Dengan dalih kebebasan berekspresi, harian Denmark Jyllands-Posten pernah memuat kartun-kartun Nabi Muhammad. Berbagai reaksi muncul di seluruh belahan dunia, mulai dari demonstrasi, pembakaran bendera Denmark serta penutupan kantor kedutaan.

Benturan kebebasan berekspresi dengan cara beriman seseorang seringkali menimbulkan perasaaan sakit hati. Apalagi hal itu untuk kepentingan publikasi. Novel Dan Brown dan kartun Nabi Mohhamad adalah contohnya.

Saya -sebagai orang kristiani- ingin mengajak kita kembali pada saat hari-hari terakhir Yesus di dunia. Dalam Kitab Matius, ketika Yesus ditangkap, salahseorang dari Muridnya menghunuskan pedang dan menatakkan telinga salahseorang prajurit yang hendak menangkap Yesus. Namun, Yesus tidak mau dibela. Dia meminta muridnya untuk menyarungkan lagi pedangnya.

Sesaat kemudian Yesus juga dianiaya dan dihina. Dia ditelanjangi, diludahi, kepalanya dipukul dengan buluh dan dimahkotai duri untuk kemudian diolok-olok, "Salam hai Raja orang Yahudi!"

Saya terus terang ingin membandingkan perlakuan terhadap Yesus dulu dengan yang terjadi saat ini, di mana gambar Yesus 'disamakan' dengan gambar Soeharto. Bagi saya, yang terjadi saat ini belum ada apa-apanya dengan apa yang diterima Yesus dulu. Dan saat itu pun, Yesus tidak pernah minta dirinya untuk dibela.

Setahu saya, Yesus minta kepada seluruh mudrid-muridnya yang patut untuk dibela adalah orang-orang miskin dan anak-anak akibat ketidakadilan sosial. Reaksi keras yang mungkin diharapkan Yesus adalah ketika kita tidak diam melihat berbagai penggusuran, pemerasan, KKN dan lain-lain.

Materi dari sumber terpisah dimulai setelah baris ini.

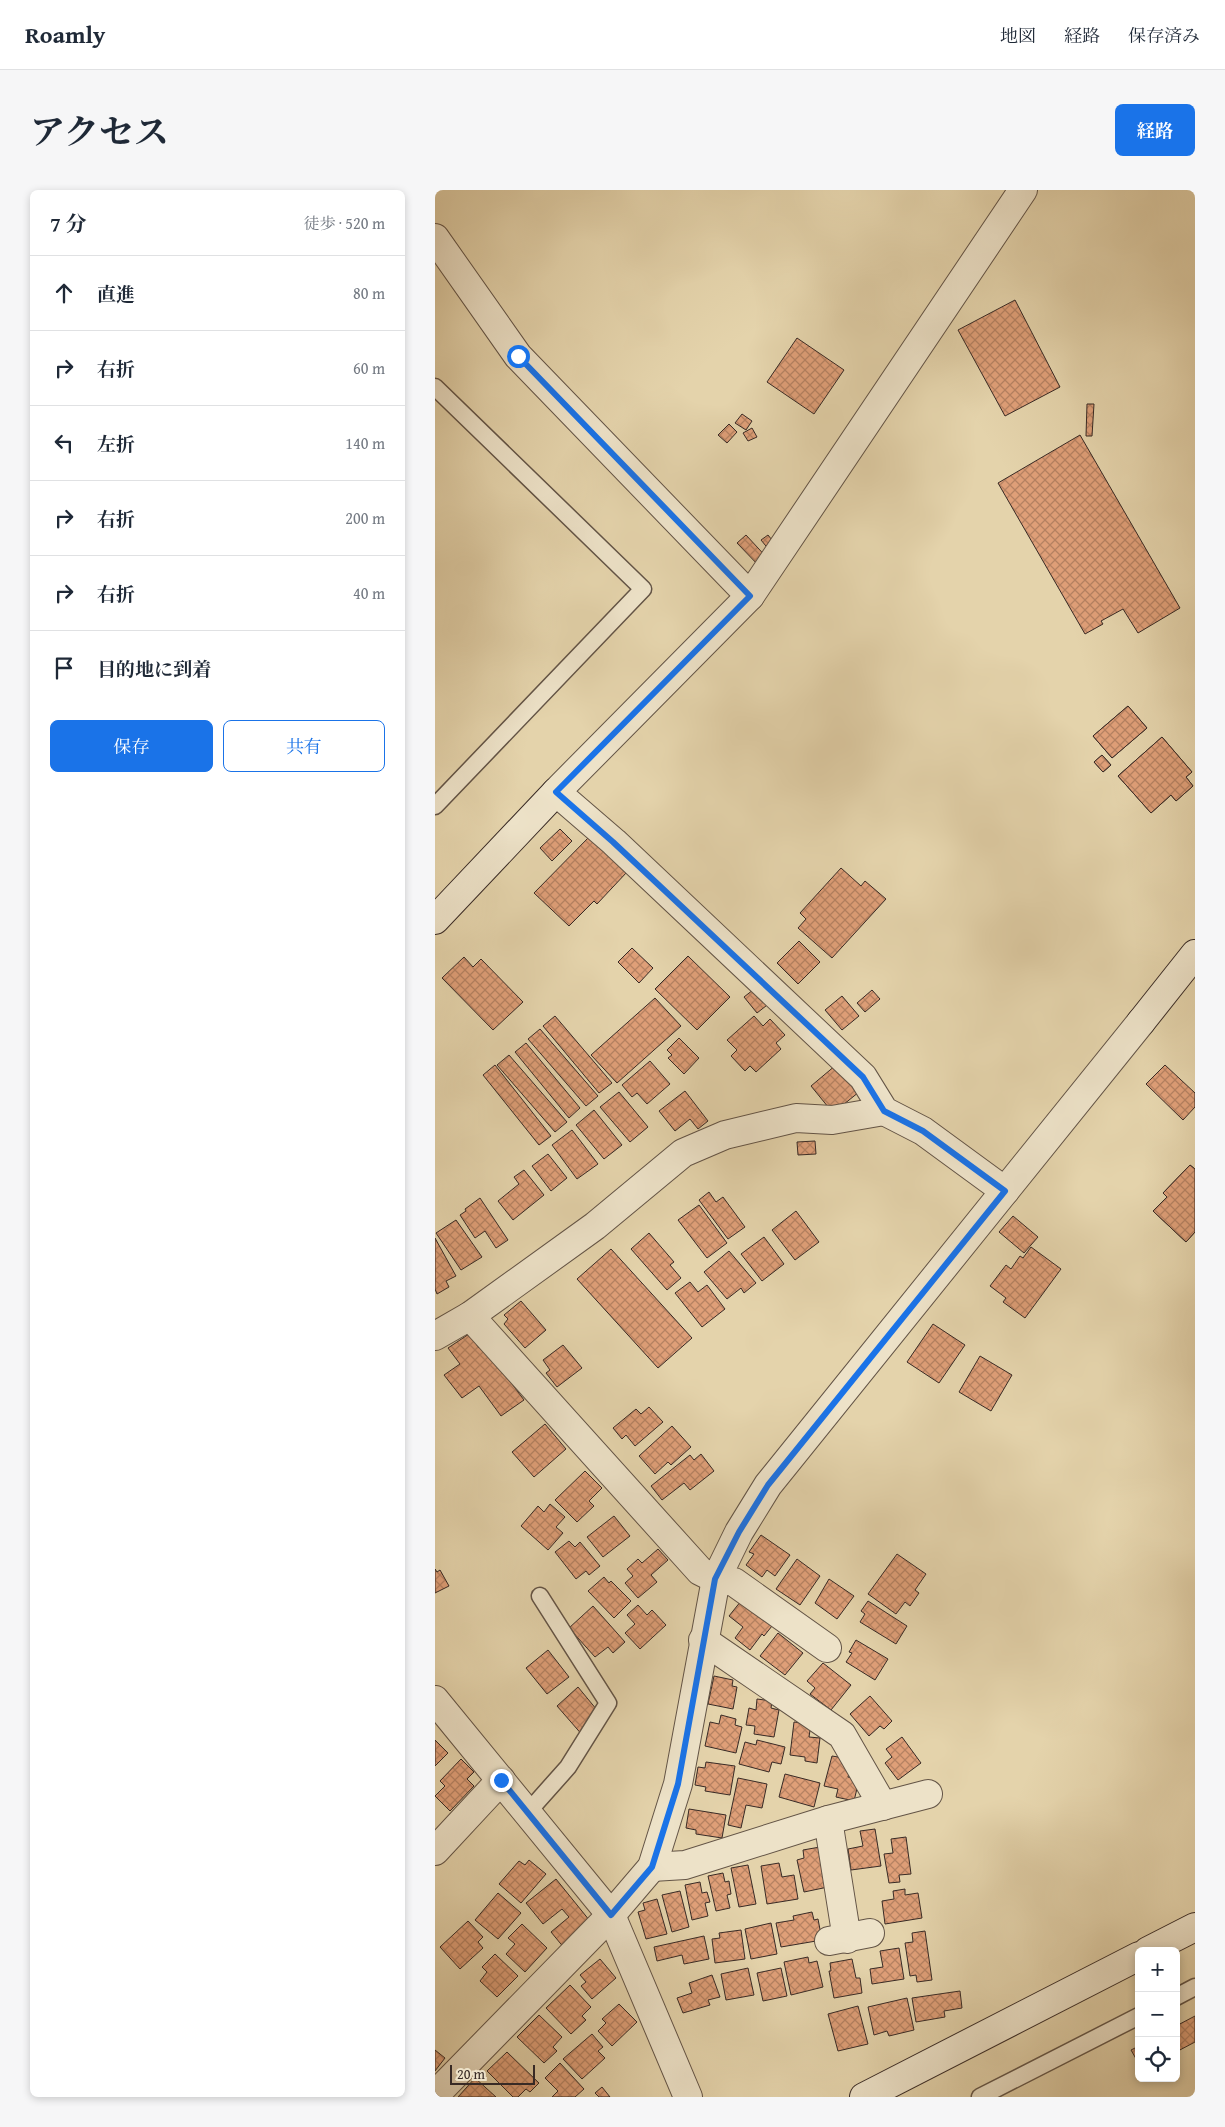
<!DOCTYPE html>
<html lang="ja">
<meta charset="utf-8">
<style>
body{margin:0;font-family:"Gentium Book Plus","Noto Serif JP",serif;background:#f6f6f7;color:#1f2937}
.controls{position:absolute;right:15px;bottom:15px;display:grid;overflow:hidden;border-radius:8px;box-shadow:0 2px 8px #0003}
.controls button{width:45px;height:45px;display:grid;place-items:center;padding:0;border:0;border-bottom:1px solid #e0e1e3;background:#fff;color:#1f2937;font:25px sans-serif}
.scale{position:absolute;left:15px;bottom:12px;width:85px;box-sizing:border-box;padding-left:5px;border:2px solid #382a25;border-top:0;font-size:14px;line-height:18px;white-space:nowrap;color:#382a25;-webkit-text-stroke:4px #ede2c8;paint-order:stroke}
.stop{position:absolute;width:15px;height:15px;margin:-11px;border:4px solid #1a73e8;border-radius:50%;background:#fff}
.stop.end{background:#1a73e8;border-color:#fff;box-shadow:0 1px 5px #0008}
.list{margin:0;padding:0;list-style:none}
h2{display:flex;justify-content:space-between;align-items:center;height:65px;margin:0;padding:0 20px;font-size:21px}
h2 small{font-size:16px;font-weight:400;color:#747a83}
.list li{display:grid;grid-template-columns:32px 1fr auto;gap:15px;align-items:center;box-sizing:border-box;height:75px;padding:0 20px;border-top:1px solid #e0e1e3}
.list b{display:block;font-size:19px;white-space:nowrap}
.list em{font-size:16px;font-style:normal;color:#747a83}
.actions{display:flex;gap:10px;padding:15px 20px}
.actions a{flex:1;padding:11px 0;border:1px solid #1a73e8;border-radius:8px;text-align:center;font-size:18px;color:#1a73e8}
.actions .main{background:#1a73e8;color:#fff}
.icon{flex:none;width:28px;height:28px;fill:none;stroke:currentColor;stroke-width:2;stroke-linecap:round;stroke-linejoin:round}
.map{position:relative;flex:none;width:760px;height:1907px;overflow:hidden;border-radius:8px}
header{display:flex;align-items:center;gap:30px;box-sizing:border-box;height:70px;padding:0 25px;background:#fff;border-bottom:1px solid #e0e1e3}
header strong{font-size:24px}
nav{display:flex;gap:28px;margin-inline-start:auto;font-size:18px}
.intro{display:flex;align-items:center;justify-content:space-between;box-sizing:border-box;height:120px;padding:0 30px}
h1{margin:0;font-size:35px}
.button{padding:12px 22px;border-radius:8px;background:#1a73e8;color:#fff;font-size:18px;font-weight:700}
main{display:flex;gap:30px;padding:0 30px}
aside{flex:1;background:#fff;border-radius:8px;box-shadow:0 2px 8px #0003}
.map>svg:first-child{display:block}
.building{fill:url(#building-cross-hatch);stroke:#382a25}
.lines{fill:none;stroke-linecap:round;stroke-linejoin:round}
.lane-casing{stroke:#635446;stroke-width:19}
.street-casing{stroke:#635446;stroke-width:30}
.secondary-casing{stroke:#382a25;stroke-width:30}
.lane{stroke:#ede2c8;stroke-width:16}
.street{stroke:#ede2c8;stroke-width:28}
.secondary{stroke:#ede2c8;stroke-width:28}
.route{stroke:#1a73e8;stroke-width:6}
</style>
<header>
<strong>Roamly</strong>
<nav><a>地図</a><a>経路</a><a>保存済み</a></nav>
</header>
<div class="intro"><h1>アクセス</h1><a class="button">経路</a></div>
<main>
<aside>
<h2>7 分<small>徒歩 · 520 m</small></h2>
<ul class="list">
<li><svg class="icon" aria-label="ahead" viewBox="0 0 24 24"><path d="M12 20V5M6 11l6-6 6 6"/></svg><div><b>直進</b></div><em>80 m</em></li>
<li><svg class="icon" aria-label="right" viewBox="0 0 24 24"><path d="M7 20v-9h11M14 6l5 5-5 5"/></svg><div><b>右折</b></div><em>60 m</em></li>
<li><svg class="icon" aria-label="left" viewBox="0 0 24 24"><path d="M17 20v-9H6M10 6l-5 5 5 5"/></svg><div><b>左折</b></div><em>140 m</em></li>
<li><svg class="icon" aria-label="right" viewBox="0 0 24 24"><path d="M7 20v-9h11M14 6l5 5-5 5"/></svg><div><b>右折</b></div><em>200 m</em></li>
<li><svg class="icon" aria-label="right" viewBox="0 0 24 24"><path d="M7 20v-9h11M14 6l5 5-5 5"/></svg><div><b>右折</b></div><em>40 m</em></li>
<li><svg class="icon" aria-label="arrive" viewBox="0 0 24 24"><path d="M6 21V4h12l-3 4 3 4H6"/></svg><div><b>目的地に到着</b></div></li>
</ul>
<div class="actions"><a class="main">保存</a><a>共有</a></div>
</aside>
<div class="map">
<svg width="760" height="1907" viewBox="0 0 760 1907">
<defs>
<pattern id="building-cross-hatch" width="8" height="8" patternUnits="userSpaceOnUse" patternTransform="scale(1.25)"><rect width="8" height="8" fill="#df9f78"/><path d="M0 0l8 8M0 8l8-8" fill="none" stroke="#b68262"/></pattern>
</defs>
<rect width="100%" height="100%" fill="#e4d3ab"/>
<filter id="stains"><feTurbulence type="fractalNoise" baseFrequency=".004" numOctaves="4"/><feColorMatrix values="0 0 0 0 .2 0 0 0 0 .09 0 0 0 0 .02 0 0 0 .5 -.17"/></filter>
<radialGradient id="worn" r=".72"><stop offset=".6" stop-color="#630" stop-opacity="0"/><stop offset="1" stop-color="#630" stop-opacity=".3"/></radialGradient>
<g class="building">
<path d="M580 110 625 197 570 226 523 140Z"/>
<path d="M362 148 409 180 379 224 332 192Z"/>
<path d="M652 214H659L657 246H651Z"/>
<path d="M307 224 317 231 311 240 300 233Z"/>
<path d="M294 234 302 242 292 253 283 245Z"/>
<path d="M317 238 322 247 313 251 308 243Z"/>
<path d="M645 245 745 418 703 443 688 419 666 431 668 434 650 444 563 293Z"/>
<path d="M311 345 335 371 326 378 302 353Z"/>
<path d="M333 345 341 355 335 361 326 350Z"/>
<path d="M693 516 712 538 677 568 658 546Z"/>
<path d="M693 516 712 538 677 568 658 546Z"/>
<path d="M727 547 757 582 751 587 758 596 741 611 736 605 716 623 683 586Z"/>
<path d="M727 547 757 582 751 587 758 596 741 611 736 605 716 623 683 586Z"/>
<path d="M667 565 676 575 668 582 659 572Z"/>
<path d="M667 565 676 575 668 582 659 572Z"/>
<path d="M125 639 137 651 117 671 105 658Z"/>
<path d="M155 646 192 682 162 714 159 711 134 736 99 703Z"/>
<path d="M406 678 426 696 430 691 451 709 397 768 363 738 371 729 365 723Z"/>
<path d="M364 751 385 772 363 794 342 773Z"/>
<path d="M197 758 218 778 204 793 183 772Z"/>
<path d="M253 766 295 807 262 840 220 799Z"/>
<path d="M29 767 38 777 46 769 88 812 58 840 7 788Z"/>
<path d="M323 796 336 812 322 823 309 807Z"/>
<path d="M437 800 445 809 430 822 422 813Z"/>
<path d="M407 806 424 826 407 840 390 820Z"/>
<path d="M220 808 246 836 182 893 156 865Z"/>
<path d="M120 826 177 893 164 903 108 836Z"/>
<path d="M319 826 328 836 335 829 350 845 341 853 346 859 321 882 315 876 310 881 296 866 302 860 292 850Z"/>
<path d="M105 839 163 906 151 916 93 849Z"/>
<path d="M244 848 264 868 249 884 233 868 237 865 232 860Z"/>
<path d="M91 853 145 918 134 928 80 862Z"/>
<path d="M74 865 132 932 120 942 62 875Z"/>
<path d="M215 871 235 894 212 914 202 903 197 907 187 895Z"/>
<path d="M60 875 116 946 104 955 48 885Z"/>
<path d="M401 875 424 902 398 923 376 896Z"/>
<path d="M730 875 760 903V917L748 930 711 894Z"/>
<path d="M250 901 273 931 263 939 255 929 240 941 224 921Z"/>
<path d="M184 902 213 937 195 952 165 917Z"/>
<path d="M159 920 187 955 169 969 141 935Z"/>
<path d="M137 940 163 974 142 989 117 955Z"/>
<path d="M380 951 381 964 363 965 362 952Z"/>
<path d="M113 964 132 988 116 1001 97 976Z"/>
<path d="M755 975 760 979V1042L751 1052 718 1021 732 1007 728 1003Z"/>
<path d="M755 975 760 979V1042L751 1052 718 1021 732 1007 728 1003Z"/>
<path d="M89 980 109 1005 78 1030 63 1011 84 994 79 987Z"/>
<path d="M274 1002 281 1012 288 1007 310 1037 293 1049 264 1010Z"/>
<path d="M45 1008 73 1050 61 1058 50 1041 40 1048 25 1025 31 1021 30 1019Z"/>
<path d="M264 1015 292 1053 272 1068 243 1030Z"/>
<path d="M361 1021 384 1052 360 1070 337 1040Z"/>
<path d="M578 1026 603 1047 589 1063 564 1042Z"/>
<path d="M21 1030 47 1067 26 1080 1 1043Z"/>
<path d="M214 1043 239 1072 235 1075 246 1088 232 1100 196 1059Z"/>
<path d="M329 1047 349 1074 327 1091 306 1064Z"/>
<path d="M0 1048 21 1086 11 1091 14 1097 2 1104 0 1099Z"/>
<path d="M596 1057 626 1079 590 1128 568 1112 571 1108 555 1096 571 1075 576 1079 585 1066 588 1068Z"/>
<path d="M176 1059 257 1148 223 1178 142 1089Z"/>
<path d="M294 1061 321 1093 309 1103 306 1098 292 1109 269 1082Z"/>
<path d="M255 1092 263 1102 272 1095 290 1119 267 1137 240 1103Z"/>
<path d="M86 1111 111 1140 90 1158 69 1134 73 1129 69 1125Z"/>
<path d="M498 1134 530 1155 504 1193 472 1172Z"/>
<path d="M34 1144 44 1158 48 1155 89 1210 66 1226 44 1196 27 1208 9 1185 25 1174 13 1158Z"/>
<path d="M128 1155 147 1178 122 1197 111 1183 115 1180 108 1170Z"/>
<path d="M545 1166 577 1185 556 1221 524 1202Z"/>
<path d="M214 1217 228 1232 200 1256 191 1245 187 1249 178 1238 201 1219 206 1224Z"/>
<path d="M110 1234 131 1259 99 1287 77 1262Z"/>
<path d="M237 1236 256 1257 236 1275 233 1272 220 1284 204 1266Z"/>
<path d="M266 1264 279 1281 255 1300 249 1293 227 1310 216 1296 255 1265 259 1270Z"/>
<path d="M150 1281 167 1298 154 1311 159 1316 142 1332 120 1310Z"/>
<path d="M115 1314 130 1327 121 1337 128 1343 113 1360 86 1336 103 1316 109 1322Z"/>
<path d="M179 1326 195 1346 168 1367 152 1347Z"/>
<path d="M326 1345 355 1365 340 1386 332 1380 327 1387 311 1375 319 1364 314 1362Z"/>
<path d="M134 1351 140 1357 145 1352 165 1376 154 1385 151 1381 141 1389 120 1362Z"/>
<path d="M223 1359 233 1370 216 1385 222 1392 203 1408 190 1393 198 1386 192 1379 203 1369 207 1373Z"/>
<path d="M462 1364 491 1384 480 1400 484 1403 475 1416 470 1412 461 1424 433 1404Z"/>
<path d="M362 1369 385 1386 365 1415 341 1399Z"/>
<path d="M0 1379 2 1382 5 1380 14 1396 0 1403Z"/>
<path d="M169 1387 174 1393 176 1391 196 1411 179 1428 153 1401Z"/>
<path d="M394 1389 419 1406 402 1429 380 1413Z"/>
<path d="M306 1411 337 1436 329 1446 327 1444 315 1460 300 1448 308 1437 294 1426Z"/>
<path d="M433 1411 472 1436 461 1454 425 1432 430 1424 426 1421Z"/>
<path d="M203 1415 212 1425 217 1420 231 1435 205 1459 190 1443 200 1434 192 1425Z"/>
<path d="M158 1416 190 1452 178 1463 173 1457 160 1467 134 1438Z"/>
<path d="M343 1443 368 1463 350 1485 325 1466Z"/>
<path d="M421 1450 453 1469 440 1490 411 1472 417 1463 414 1462Z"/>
<path d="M113 1460 134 1487 112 1504 91 1478Z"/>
<path d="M388 1473 416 1495 396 1520 375 1504 380 1498 372 1491Z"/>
<path d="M279 1486 298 1490 297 1496 302 1497 298 1519 273 1514Z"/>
<path d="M143 1497 162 1520 155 1526 163 1535 149 1547 122 1516Z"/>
<path d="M435 1506 457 1531 449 1539 445 1536 434 1546 415 1524Z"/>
<path d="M322 1509 337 1511 336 1518 344 1520 339 1547 319 1544 320 1536 311 1535 314 1518 321 1520Z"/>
<path d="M286 1525 301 1529 300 1535 307 1537 301 1563 270 1556 275 1532 284 1534Z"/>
<path d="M359 1532 376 1534 374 1547 385 1548 382 1573 370 1571V1567L355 1565Z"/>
<path d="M467 1547 486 1573 463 1590 450 1573 457 1567 451 1559Z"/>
<path d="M0 1550 13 1563 0 1576Z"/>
<path d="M322 1550 350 1557 346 1574 337 1572 334 1582 304 1574 310 1552 321 1555Z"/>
<path d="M397 1566 409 1568 407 1574 416 1576 413 1587 424 1590 419 1611 401 1607 403 1599 389 1596Z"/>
<path d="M26 1569 39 1582 32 1589 39 1596 15 1621 0 1606 10 1596 5 1591Z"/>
<path d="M271 1572 300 1576 295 1605 270 1601 271 1597 260 1595 263 1577 270 1578Z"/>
<path d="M350 1584 385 1593 379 1617 344 1607Z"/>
<path d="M303 1588 332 1594 327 1618 311 1615 306 1638 293 1635Z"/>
<path d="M254 1619 291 1625 287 1648 261 1644V1640L251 1638Z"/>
<path d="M440 1639 446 1676 416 1680 413 1659 428 1656 425 1641Z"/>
<path d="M471 1647 476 1684 464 1685 465 1692 454 1693 449 1664 458 1663 456 1649Z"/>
<path d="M385 1657 393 1697 369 1702 362 1670 369 1668 368 1660Z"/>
<path d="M94 1670 111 1684 86 1713 64 1694 84 1671 90 1675Z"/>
<path d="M344 1673 347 1687 359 1685 363 1709 332 1714 326 1676Z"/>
<path d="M313 1675 321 1714 304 1717 296 1678Z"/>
<path d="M288 1683 290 1692 294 1691 296 1704 292 1705 295 1718 281 1721 273 1686Z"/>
<path d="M121 1689 159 1736 130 1759 116 1742 134 1727 127 1719 108 1734 91 1713Z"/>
<path d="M265 1692 267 1703 272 1702 275 1712 270 1713 273 1726 257 1730 250 1695Z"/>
<path d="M470 1699V1705L483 1703 487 1728 450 1734 447 1711 459 1709 458 1701Z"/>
<path d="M245 1701 254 1737 237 1742 227 1705Z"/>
<path d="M63 1703 86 1723 63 1749 40 1730Z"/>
<path d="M222 1709 232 1744 211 1749 203 1722 210 1720 208 1713Z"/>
<path d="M377 1722 379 1730 383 1729 387 1750 346 1757 341 1733 359 1730 358 1726Z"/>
<path d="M33 1731 48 1747 43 1752 48 1758 25 1779 5 1757Z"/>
<path d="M336 1733 342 1764 316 1769 310 1739Z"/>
<path d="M87 1734 112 1758 90 1782 71 1764 80 1754 73 1748Z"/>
<path d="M306 1740 310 1769 280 1773 277 1749 285 1748 284 1743Z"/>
<path d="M490 1741 497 1790 482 1792 481 1785 475 1786 470 1753 478 1752 477 1743Z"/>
<path d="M269 1746 274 1769 249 1774 247 1765 222 1771 219 1757Z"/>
<path d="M464 1758 469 1789 437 1794 435 1779 448 1777 445 1761Z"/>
<path d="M60 1764 83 1786 62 1807 45 1791 52 1782 47 1777Z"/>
<path d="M373 1767 374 1773 382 1771 388 1797 356 1805 349 1772Z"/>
<path d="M165 1769 181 1788 157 1809 146 1796 151 1792 145 1785Z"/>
<path d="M417 1769 421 1788H425L427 1803 399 1808 394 1781H396L395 1773Z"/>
<path d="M313 1778 319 1805 291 1810 286 1784Z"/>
<path d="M346 1778 352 1806 328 1811 322 1783Z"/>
<path d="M277 1785 285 1807 273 1810 275 1815 248 1823 242 1808 257 1803 254 1793Z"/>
<path d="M135 1795 156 1817 147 1826 151 1830 136 1844 111 1818Z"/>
<path d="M525 1801 527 1818 509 1821 510 1827 481 1832 477 1808Z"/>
<path d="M472 1808 479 1840 454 1846 452 1841 439 1845 433 1817Z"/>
<path d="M184 1814 202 1832 177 1856 163 1841 171 1833 167 1829Z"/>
<path d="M423 1816 433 1854 403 1861 393 1824Z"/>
<path d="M104 1825 127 1847 118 1857 122 1861 109 1873 82 1847Z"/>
<path d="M760 1826V1852L741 1862V1836Z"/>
<path d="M157 1844 168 1857 163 1861 170 1868 147 1889 128 1869Z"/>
<path d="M704 1856V1874L696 1860Z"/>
<path d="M0 1860 10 1868 0 1881Z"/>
<path d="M72 1862 104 1893 95 1902 91 1899 83 1907H78L52 1881Z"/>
<path d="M125 1873 149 1899 140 1907H117L123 1901 110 1888Z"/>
<path d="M40 1888 61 1907H23Z"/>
<path d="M167 1897 175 1907H164L160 1903Z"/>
</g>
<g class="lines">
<defs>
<g id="lane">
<path d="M0 197 208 399 0 616"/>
<path d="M93 1622 133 1577 173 1513 105 1406"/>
<path d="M741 1807 760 1797"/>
<path d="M545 1907 704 1826"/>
</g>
<g id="street">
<path d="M0 48 83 166 315 406 121 602 179 652 428 887 449 921 488 941 570 1001"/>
<path d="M315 406 588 0"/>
<path d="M35 1126 265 1381 281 1389 299 1392 392 1458"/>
<path d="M0 1146 35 1126 160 1036 248 963 290 945 361 928 397 930 449 921"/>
<path d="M268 1450 407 1545 448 1616"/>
<path d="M0 1510 176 1725 253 1907"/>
<path d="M393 1630 412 1749"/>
<path d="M0 1661 66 1590"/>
<path d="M217 1677 250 1675 393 1630 493 1604"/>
<path d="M394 1751 435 1743"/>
<path d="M0 1905 176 1725 217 1677 243 1594 281 1389 304 1342 333 1295 706 832"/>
</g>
<g id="secondary">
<path d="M0 730 121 602"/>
<path d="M706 832 760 764"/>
<path d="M713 1761 760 1737"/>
<path d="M429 1907 704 1766"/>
</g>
</defs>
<use href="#lane" class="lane-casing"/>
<use href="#street" class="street-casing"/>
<use href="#secondary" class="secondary-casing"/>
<use href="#lane" class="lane"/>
<use href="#street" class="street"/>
<use href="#secondary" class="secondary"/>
</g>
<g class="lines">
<path class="route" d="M66 1590 176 1725 217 1677 243 1594 280 1389 304 1342 333 1295 570 1001 488 941 449 921 428 887 178 652 121 602 315 406 83 166"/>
</g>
<rect width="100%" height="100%" filter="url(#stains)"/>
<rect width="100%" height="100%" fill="url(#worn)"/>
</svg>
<div class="controls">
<button>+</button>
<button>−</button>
<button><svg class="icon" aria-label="locate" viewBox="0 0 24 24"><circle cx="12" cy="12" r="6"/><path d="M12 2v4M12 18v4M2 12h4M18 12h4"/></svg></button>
</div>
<div class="scale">20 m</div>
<div class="stop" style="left:83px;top:166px"></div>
<div class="stop end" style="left:66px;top:1590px"></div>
</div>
</main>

Dengan kata lain, kulitmuka Tempo bisa menjadi semacam test case dalam melihat cara beriman seseorang. Jika Yesus baru dimaknai sebagai simbol-simbol keagamaan, maka bisa jadi, ketika simbol-simbol itu dirusak, dihancurkan, disatir, dsb yang terjadi seperti sekarang ini, pembelaan terhadap simbol-simbol itu. Bukan pembelaan pada inti ajaran Yesus sendiri.